The problem = The answer is a number and only a number: how many lines of the data include the string "symbols"?

Stored entries:
Segment Open
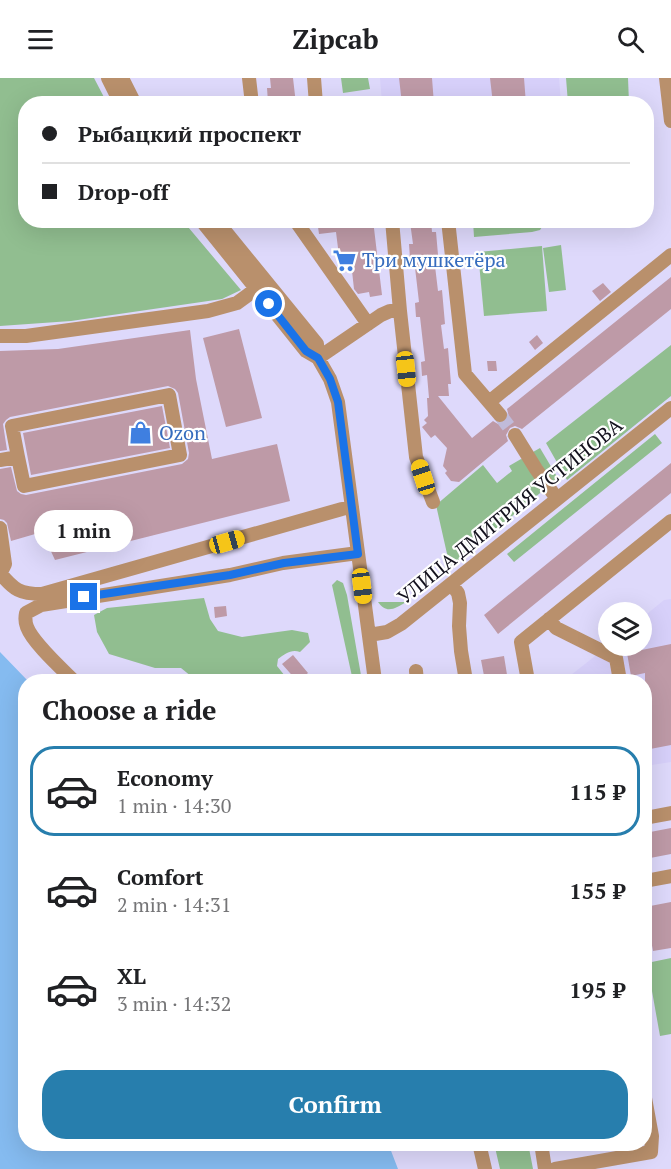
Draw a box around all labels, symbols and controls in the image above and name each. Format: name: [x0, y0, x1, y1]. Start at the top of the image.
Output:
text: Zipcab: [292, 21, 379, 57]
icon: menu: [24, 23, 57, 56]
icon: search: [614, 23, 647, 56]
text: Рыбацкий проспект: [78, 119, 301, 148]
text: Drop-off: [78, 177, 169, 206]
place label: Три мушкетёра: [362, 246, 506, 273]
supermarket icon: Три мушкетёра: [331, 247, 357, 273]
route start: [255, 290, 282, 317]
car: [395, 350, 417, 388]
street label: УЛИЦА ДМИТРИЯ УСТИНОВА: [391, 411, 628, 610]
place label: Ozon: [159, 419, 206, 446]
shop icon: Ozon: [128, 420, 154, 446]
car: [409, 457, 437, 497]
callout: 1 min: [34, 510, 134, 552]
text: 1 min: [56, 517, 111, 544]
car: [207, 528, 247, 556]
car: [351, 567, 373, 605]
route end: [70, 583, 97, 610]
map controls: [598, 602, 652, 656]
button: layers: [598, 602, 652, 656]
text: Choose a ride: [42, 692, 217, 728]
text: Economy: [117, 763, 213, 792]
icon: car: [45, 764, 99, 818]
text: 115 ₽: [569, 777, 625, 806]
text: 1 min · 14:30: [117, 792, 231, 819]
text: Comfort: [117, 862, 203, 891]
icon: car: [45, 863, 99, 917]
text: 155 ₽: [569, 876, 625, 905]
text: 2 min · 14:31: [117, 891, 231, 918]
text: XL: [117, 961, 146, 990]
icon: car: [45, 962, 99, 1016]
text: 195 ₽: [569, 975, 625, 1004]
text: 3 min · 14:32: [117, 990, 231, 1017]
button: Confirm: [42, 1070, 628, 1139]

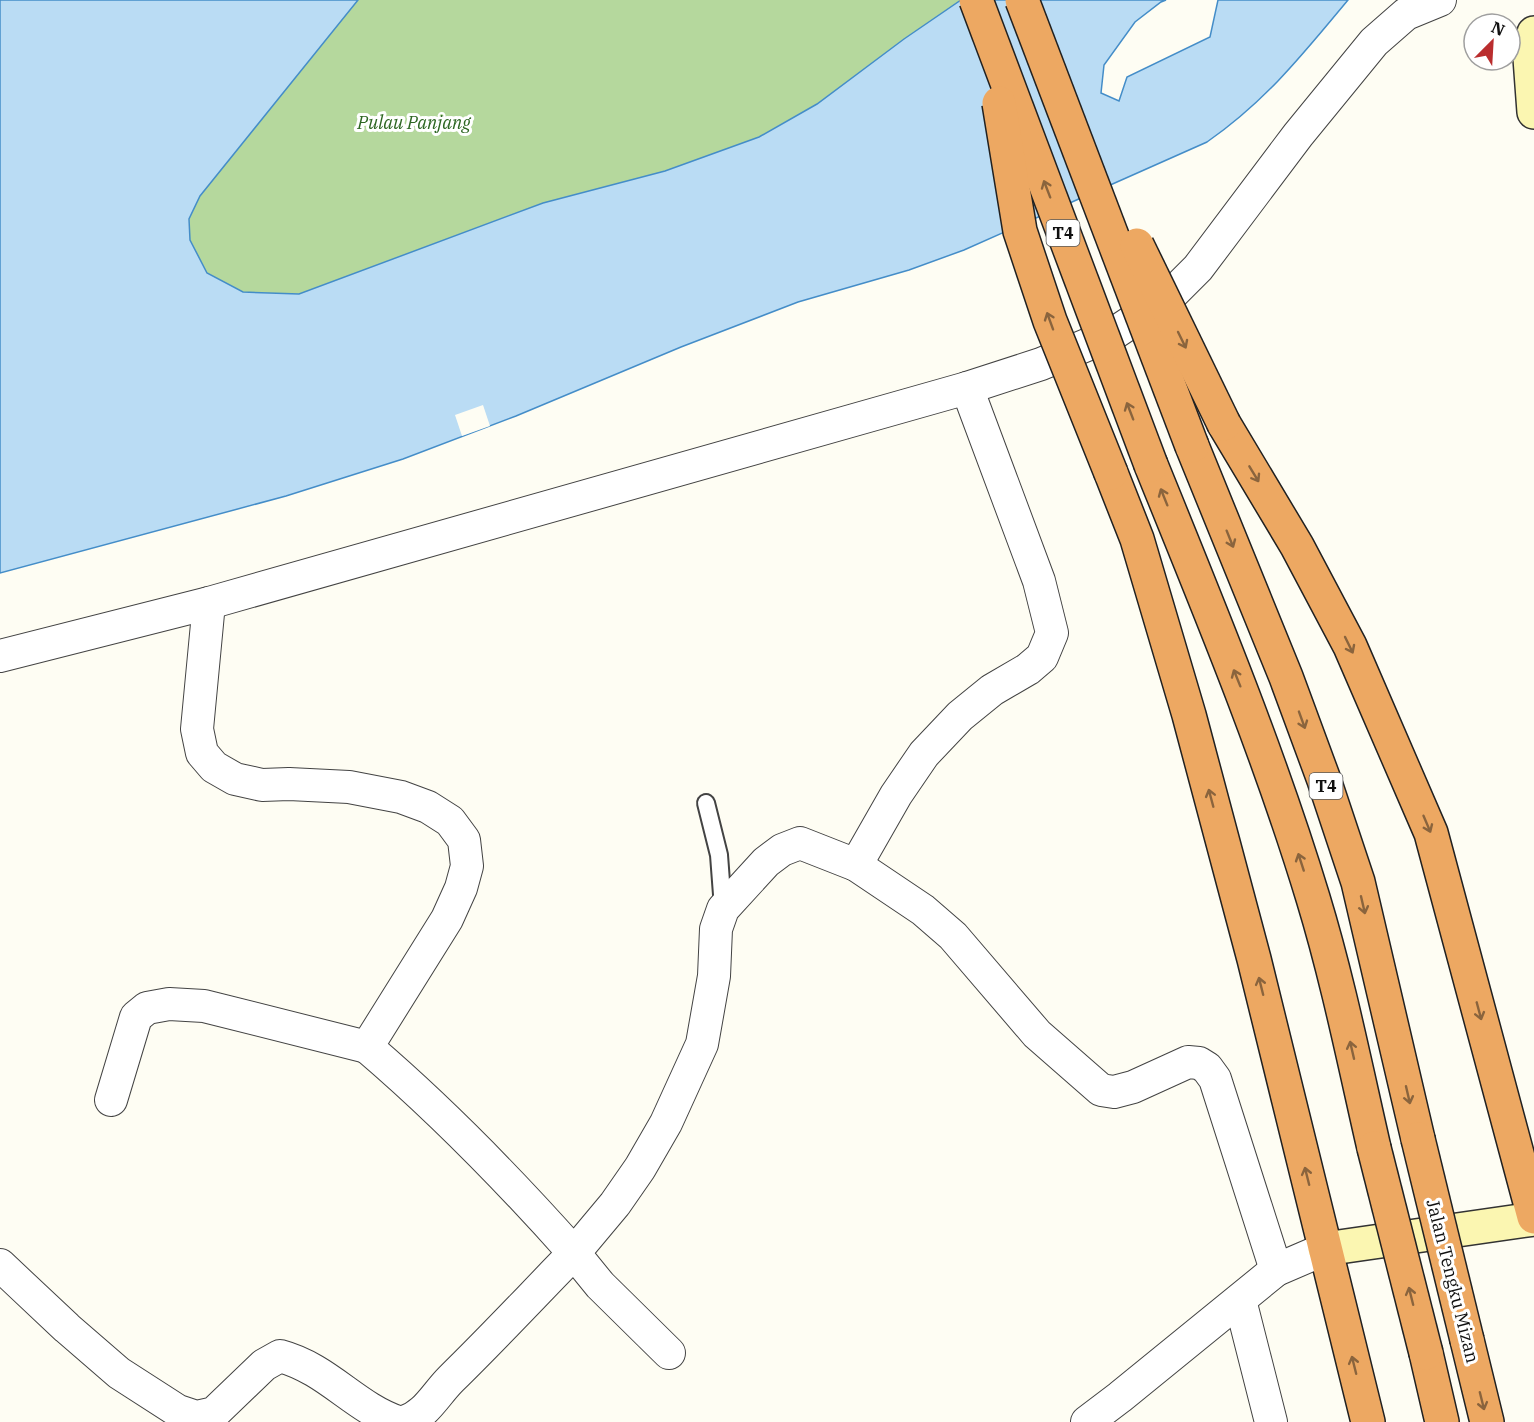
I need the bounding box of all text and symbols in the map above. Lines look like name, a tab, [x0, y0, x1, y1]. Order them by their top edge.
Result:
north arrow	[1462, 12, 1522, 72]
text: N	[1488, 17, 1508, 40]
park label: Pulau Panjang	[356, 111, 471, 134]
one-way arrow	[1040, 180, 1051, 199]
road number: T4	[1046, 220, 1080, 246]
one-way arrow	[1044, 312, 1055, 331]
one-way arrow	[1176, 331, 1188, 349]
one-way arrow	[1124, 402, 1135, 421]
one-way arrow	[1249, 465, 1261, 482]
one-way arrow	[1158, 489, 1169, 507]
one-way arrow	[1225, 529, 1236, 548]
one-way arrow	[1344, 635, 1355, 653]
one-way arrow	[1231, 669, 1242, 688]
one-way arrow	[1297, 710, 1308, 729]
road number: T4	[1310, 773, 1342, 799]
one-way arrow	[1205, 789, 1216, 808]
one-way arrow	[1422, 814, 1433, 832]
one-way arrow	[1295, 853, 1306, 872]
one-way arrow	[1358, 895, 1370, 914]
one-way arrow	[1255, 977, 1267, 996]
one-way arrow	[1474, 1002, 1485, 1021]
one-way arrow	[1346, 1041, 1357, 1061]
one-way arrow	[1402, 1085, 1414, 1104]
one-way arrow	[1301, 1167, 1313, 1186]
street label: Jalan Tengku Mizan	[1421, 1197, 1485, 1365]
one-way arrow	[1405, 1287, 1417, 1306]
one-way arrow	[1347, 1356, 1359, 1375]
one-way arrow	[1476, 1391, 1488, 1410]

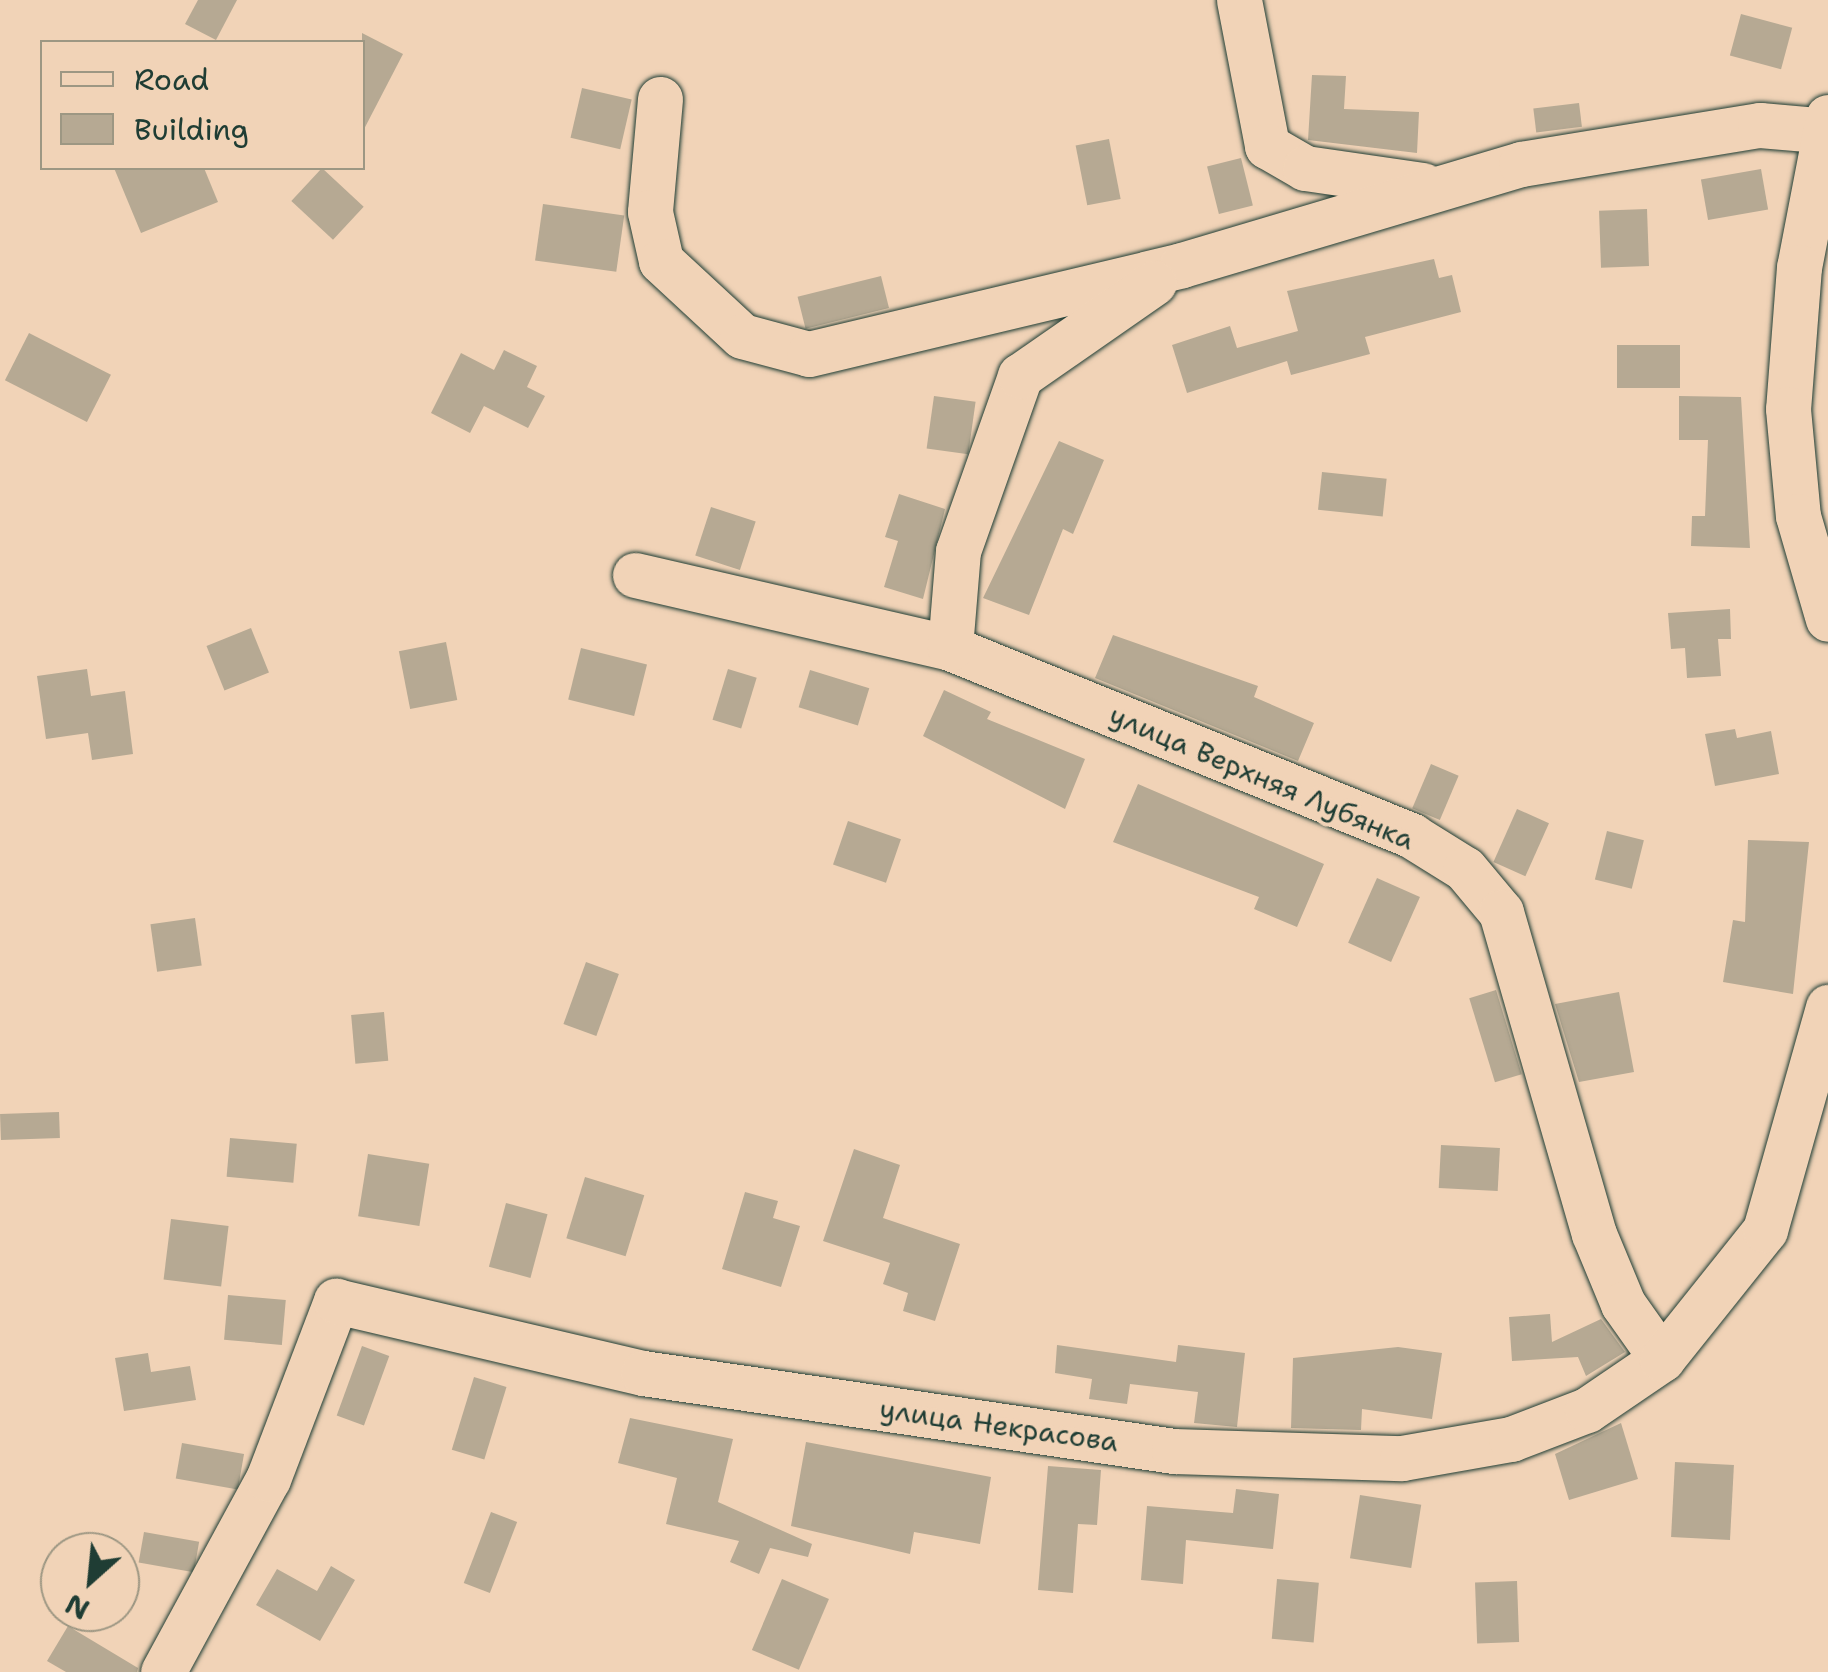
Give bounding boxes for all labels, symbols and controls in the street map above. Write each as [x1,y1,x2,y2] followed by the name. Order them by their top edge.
Segment Closed
Exercise output = 3